▶ _Task brief_:
The answer is every record that follows, printed exactly.

Entries taken from a collection:

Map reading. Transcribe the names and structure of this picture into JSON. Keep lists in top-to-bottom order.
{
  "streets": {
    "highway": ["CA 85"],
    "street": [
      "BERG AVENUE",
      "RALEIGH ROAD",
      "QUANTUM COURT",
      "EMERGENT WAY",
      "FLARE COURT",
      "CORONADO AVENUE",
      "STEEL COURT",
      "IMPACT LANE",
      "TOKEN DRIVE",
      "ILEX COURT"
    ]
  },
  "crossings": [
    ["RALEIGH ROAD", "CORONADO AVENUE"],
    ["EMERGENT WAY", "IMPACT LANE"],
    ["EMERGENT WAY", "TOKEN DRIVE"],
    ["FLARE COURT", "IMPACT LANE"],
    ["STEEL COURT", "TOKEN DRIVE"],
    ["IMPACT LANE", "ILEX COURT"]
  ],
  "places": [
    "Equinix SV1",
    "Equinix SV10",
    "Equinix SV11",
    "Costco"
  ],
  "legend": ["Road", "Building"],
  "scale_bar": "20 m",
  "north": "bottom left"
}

▶ _Response to this exercise_:
Map reading. Transcribe the names and structure of this picture into JSON. Keep lists in top-to-bottom order.
{
  "streets": {
    "highway": ["CA 85"],
    "street": [
      "BERG AVENUE",
      "RALEIGH ROAD",
      "QUANTUM COURT",
      "EMERGENT WAY",
      "FLARE COURT",
      "CORONADO AVENUE",
      "STEEL COURT",
      "IMPACT LANE",
      "TOKEN DRIVE",
      "ILEX COURT"
    ]
  },
  "crossings": [
    ["RALEIGH ROAD", "CORONADO AVENUE"],
    ["EMERGENT WAY", "IMPACT LANE"],
    ["EMERGENT WAY", "TOKEN DRIVE"],
    ["FLARE COURT", "IMPACT LANE"],
    ["STEEL COURT", "TOKEN DRIVE"],
    ["IMPACT LANE", "ILEX COURT"]
  ],
  "places": [
    "Equinix SV1",
    "Equinix SV10",
    "Equinix SV11",
    "Costco"
  ],
  "legend": ["Road", "Building"],
  "scale_bar": "20 m",
  "north": "bottom left"
}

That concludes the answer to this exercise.